-- Exercise details --
Establish how many lines below contain the string "names". Respond with that number alone.

-- Entries shown --
--- START ---

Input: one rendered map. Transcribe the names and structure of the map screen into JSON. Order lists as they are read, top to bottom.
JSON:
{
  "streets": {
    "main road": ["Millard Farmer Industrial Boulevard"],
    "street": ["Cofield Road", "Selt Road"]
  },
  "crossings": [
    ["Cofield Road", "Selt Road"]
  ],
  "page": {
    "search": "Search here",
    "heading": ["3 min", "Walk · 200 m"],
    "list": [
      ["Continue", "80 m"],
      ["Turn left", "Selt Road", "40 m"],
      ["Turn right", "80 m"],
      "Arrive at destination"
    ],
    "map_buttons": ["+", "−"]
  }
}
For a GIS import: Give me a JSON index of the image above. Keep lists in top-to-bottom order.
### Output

--- END ---
--- START ---

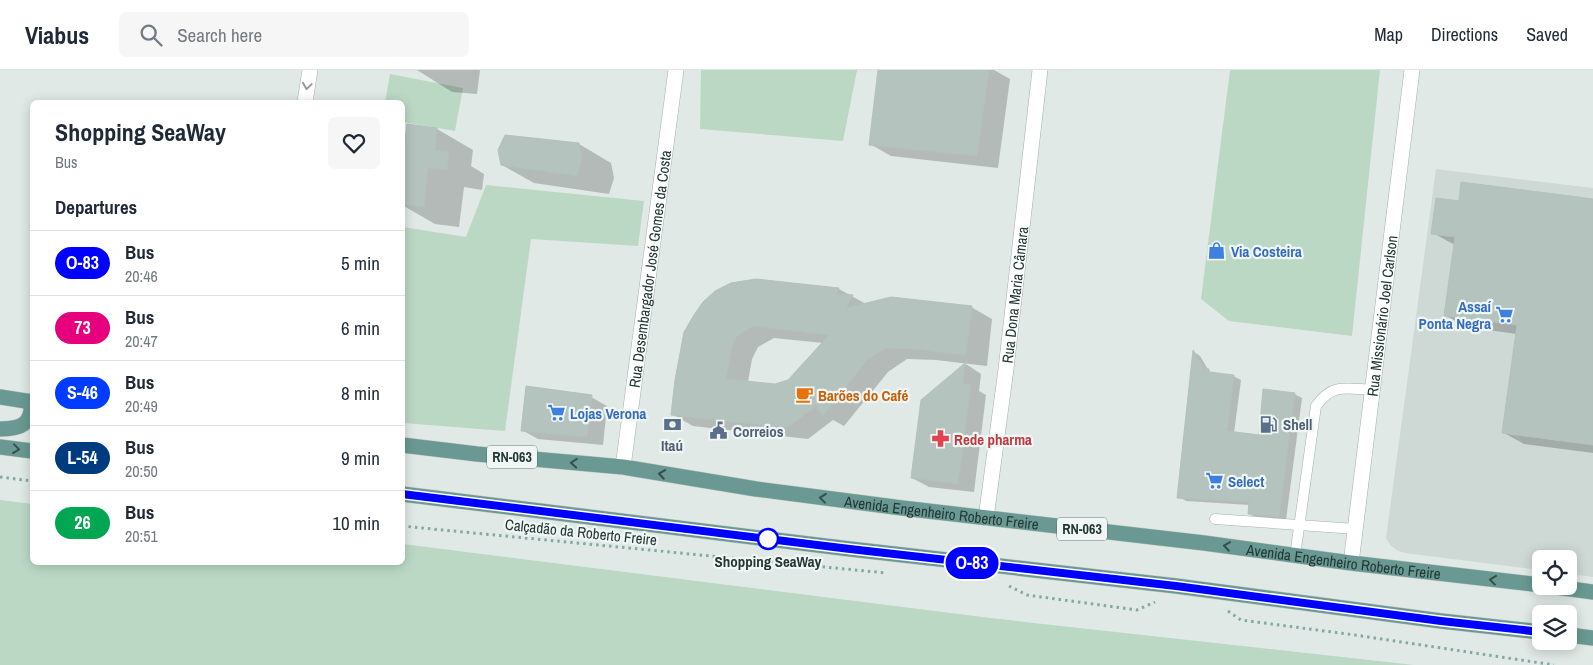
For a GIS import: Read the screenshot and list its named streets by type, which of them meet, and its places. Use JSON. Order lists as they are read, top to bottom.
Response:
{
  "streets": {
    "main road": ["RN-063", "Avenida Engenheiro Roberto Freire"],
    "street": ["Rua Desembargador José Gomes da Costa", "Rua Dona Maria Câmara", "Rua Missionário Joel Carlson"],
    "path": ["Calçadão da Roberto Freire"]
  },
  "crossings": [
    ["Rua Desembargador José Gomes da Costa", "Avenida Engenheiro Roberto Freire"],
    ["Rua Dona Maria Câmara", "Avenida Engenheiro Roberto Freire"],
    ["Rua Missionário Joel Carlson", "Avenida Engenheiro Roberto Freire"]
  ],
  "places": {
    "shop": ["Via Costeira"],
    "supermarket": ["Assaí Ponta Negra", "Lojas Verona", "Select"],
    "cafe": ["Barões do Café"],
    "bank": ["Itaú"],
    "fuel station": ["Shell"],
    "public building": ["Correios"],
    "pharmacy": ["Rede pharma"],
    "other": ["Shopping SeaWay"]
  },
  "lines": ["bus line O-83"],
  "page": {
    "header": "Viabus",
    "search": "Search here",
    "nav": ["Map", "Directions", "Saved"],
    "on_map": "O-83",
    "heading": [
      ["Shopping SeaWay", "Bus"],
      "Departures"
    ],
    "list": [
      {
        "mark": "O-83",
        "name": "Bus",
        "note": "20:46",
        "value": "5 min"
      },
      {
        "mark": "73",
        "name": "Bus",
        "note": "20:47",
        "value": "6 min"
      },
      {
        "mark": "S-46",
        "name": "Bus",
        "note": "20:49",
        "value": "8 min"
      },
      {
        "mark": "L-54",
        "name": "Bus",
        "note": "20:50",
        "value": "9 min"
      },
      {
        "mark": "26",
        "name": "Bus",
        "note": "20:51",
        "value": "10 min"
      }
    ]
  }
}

--- END ---
--- START ---

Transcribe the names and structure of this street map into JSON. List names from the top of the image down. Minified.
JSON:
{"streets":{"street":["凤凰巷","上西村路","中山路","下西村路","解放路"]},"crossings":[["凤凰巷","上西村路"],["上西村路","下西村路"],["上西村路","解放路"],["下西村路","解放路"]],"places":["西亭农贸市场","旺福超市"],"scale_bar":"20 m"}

--- END ---

-- Completed task --
2